(Input records Opens)

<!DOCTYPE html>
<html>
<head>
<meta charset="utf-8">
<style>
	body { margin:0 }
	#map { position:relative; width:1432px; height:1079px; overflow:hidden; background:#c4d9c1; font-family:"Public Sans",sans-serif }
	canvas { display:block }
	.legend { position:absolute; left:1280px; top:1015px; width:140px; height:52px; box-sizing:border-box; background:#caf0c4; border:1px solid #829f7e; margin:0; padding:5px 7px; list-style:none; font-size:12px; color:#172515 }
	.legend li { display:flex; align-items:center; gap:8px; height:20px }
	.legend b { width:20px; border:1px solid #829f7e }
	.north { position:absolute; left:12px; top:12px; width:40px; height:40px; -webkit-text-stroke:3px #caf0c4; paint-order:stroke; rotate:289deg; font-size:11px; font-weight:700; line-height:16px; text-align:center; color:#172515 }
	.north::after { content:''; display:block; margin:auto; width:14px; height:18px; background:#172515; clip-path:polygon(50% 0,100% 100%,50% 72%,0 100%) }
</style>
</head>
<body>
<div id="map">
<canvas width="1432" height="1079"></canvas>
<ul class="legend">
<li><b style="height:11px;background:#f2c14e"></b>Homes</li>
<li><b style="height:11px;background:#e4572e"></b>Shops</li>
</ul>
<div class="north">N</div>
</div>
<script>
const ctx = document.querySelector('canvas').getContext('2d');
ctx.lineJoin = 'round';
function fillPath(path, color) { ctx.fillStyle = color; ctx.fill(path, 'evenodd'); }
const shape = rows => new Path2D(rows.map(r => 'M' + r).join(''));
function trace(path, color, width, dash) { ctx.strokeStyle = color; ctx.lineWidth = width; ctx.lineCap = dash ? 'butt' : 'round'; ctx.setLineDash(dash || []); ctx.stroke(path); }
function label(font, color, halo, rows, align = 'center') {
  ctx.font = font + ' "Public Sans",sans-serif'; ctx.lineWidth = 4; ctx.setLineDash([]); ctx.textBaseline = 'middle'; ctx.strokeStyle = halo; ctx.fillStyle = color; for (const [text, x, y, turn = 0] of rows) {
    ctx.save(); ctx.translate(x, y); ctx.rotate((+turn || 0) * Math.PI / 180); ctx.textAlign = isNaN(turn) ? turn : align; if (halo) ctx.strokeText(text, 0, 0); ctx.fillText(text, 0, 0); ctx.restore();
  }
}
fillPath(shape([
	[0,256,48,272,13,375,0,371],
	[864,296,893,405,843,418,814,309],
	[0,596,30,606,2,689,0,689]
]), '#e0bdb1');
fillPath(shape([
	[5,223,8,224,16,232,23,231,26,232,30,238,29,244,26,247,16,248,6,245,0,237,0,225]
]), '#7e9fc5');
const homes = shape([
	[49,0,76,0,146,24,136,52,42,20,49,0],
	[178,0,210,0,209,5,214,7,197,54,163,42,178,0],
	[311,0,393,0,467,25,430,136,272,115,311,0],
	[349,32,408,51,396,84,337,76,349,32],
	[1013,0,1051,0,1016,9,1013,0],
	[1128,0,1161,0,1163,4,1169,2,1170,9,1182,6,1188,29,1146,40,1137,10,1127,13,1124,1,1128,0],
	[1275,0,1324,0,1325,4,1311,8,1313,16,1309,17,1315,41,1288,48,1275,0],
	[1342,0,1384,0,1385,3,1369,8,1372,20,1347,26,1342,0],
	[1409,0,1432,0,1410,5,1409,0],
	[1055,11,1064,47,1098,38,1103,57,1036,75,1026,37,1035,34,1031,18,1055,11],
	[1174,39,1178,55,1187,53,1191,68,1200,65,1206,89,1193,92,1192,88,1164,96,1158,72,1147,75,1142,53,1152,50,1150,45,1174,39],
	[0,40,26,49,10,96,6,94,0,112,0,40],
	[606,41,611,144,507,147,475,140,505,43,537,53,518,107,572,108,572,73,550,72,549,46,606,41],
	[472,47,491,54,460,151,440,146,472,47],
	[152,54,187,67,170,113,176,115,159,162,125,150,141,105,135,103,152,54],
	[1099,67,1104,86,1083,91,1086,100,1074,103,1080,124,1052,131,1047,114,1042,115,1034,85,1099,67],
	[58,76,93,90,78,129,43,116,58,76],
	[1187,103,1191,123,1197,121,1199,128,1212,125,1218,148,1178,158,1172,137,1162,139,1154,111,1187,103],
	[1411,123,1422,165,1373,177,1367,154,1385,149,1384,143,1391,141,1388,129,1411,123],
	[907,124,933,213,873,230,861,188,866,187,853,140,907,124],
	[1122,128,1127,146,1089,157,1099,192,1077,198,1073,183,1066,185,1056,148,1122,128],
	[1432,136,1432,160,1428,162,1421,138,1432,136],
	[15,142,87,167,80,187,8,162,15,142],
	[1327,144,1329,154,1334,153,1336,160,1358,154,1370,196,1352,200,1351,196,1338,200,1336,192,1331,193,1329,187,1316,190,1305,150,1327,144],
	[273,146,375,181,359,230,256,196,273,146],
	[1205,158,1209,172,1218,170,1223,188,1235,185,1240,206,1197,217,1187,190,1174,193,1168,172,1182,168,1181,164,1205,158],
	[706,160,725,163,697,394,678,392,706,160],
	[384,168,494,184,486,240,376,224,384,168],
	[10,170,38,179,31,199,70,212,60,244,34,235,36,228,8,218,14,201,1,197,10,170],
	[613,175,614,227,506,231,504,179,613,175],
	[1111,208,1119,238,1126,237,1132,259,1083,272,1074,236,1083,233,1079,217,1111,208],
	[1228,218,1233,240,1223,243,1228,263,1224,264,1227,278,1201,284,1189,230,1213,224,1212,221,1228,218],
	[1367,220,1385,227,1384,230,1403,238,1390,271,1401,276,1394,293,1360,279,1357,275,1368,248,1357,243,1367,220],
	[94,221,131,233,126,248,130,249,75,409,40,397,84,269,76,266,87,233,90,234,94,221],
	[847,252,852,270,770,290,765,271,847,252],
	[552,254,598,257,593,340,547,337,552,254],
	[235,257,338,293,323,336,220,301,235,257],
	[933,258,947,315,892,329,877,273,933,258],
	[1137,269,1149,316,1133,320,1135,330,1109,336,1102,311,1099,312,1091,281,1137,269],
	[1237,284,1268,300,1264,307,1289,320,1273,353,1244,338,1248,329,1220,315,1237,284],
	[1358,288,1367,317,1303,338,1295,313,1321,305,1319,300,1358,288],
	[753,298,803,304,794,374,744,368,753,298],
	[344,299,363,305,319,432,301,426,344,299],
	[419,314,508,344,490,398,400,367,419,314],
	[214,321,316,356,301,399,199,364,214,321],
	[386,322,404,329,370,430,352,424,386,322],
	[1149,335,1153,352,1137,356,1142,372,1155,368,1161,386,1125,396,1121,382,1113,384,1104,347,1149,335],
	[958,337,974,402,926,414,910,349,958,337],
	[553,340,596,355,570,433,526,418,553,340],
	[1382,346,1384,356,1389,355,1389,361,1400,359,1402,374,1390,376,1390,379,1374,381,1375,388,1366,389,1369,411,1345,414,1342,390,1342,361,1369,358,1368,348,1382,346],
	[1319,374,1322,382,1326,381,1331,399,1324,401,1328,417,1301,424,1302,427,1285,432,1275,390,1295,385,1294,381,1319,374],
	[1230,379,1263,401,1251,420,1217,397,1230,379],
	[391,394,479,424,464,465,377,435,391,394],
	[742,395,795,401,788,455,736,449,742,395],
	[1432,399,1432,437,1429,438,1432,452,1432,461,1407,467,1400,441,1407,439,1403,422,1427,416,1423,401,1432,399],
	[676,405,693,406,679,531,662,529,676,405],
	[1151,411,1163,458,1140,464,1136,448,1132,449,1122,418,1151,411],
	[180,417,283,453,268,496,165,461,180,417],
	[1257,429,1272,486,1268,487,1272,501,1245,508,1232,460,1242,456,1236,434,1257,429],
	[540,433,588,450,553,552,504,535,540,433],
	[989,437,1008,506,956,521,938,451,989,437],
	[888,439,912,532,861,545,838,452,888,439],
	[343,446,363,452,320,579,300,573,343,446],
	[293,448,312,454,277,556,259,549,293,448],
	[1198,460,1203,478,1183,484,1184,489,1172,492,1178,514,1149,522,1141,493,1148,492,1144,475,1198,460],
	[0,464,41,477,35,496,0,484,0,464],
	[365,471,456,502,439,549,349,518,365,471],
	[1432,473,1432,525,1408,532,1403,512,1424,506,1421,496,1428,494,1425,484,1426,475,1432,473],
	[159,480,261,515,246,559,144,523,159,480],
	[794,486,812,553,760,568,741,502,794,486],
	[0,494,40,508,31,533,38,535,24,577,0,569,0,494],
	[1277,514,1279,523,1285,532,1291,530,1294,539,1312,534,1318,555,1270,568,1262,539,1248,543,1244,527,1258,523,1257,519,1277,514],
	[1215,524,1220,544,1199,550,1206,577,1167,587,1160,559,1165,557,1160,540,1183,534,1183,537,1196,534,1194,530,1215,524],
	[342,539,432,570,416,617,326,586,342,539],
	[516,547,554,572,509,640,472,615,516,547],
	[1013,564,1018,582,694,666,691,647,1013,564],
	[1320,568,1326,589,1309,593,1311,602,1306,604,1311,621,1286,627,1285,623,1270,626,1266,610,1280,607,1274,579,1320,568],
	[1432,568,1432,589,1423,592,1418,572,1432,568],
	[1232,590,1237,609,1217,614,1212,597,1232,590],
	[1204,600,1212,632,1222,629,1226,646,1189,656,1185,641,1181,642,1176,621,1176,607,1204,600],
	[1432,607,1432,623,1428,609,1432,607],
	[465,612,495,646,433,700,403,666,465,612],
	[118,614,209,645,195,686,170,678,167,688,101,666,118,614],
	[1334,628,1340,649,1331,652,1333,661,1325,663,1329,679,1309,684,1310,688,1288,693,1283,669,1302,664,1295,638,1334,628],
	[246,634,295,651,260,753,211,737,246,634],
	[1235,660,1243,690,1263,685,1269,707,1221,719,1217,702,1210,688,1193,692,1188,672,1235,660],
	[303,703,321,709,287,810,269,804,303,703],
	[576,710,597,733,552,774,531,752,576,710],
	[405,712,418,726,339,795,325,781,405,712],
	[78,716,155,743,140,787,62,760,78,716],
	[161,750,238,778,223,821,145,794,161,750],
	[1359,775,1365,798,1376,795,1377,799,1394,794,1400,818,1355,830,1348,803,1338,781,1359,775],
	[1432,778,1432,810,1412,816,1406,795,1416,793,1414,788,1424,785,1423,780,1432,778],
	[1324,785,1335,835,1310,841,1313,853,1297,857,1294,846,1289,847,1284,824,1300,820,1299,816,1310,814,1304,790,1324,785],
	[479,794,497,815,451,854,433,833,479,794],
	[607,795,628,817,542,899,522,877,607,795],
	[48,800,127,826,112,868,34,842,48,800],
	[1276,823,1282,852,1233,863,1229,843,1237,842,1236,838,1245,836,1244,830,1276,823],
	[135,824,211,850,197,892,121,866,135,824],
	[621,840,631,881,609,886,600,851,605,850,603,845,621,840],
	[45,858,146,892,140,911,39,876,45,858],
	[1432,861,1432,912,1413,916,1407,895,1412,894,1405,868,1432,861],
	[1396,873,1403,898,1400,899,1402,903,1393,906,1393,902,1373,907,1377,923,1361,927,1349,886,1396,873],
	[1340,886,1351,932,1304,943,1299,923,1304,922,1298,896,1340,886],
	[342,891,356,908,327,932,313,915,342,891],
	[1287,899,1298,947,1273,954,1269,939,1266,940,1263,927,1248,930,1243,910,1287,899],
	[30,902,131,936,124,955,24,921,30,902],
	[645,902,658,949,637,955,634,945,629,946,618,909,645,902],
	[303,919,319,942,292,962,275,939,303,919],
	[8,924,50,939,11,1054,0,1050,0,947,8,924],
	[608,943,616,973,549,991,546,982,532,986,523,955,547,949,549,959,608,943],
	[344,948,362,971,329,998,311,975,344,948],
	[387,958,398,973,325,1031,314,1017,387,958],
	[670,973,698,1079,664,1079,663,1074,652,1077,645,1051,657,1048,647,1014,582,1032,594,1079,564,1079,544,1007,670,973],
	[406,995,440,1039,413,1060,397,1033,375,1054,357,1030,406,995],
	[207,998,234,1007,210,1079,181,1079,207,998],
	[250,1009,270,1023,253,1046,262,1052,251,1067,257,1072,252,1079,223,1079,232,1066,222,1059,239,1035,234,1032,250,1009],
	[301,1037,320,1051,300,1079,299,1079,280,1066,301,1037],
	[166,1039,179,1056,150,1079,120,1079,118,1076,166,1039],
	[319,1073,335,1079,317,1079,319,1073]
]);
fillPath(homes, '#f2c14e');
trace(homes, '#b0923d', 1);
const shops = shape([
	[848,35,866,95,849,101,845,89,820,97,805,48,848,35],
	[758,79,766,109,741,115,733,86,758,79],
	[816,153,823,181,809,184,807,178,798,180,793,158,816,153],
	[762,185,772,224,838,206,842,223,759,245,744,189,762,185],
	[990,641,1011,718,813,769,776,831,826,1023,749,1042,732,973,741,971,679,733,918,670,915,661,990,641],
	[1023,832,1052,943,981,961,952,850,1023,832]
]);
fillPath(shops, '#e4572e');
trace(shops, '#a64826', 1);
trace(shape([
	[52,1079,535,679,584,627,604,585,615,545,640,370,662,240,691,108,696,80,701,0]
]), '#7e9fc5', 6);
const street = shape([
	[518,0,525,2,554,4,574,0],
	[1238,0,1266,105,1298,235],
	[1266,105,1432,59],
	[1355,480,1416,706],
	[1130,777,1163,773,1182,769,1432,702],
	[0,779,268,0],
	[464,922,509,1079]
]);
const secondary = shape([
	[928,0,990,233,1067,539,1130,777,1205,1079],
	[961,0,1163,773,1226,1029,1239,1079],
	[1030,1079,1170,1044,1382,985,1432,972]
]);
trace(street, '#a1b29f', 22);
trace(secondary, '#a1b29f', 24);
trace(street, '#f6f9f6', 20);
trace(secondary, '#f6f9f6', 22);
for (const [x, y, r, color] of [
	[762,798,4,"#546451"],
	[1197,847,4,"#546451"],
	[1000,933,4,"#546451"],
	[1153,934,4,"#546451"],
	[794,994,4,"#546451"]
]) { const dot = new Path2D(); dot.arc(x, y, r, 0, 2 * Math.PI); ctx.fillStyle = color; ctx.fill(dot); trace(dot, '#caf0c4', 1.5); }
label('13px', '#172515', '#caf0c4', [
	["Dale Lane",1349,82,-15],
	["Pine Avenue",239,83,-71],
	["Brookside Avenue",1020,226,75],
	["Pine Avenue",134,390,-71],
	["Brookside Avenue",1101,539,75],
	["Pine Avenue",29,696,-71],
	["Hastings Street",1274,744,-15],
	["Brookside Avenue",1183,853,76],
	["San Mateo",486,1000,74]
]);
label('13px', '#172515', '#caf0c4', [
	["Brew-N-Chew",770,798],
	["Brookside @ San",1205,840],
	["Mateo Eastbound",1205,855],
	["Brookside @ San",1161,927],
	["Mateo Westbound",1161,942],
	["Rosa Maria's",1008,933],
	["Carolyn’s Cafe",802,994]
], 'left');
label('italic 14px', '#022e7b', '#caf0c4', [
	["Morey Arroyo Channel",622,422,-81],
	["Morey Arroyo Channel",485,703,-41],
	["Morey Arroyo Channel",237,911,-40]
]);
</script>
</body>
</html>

(Input records Closes)

Copy out every line of the data in which the word "halo" is found.

function label(font, color, halo, rows, align = 'center') {
  ctx.font = font + ' "Public Sans",sans-serif'; ctx.lineWidth = 4; ctx.setLineDash([]); ctx.textBaseline = 'middle'; ctx.strokeStyle = halo; ctx.fillStyle = color; for (const [text, x, y, turn = 0] of rows) {
    ctx.save(); ctx.translate(x, y); ctx.rotate((+turn || 0) * Math.PI / 180); ctx.textAlign = isNaN(turn) ? turn : align; if (halo) ctx.strokeText(text, 0, 0); ctx.fillText(text, 0, 0); ctx.restore();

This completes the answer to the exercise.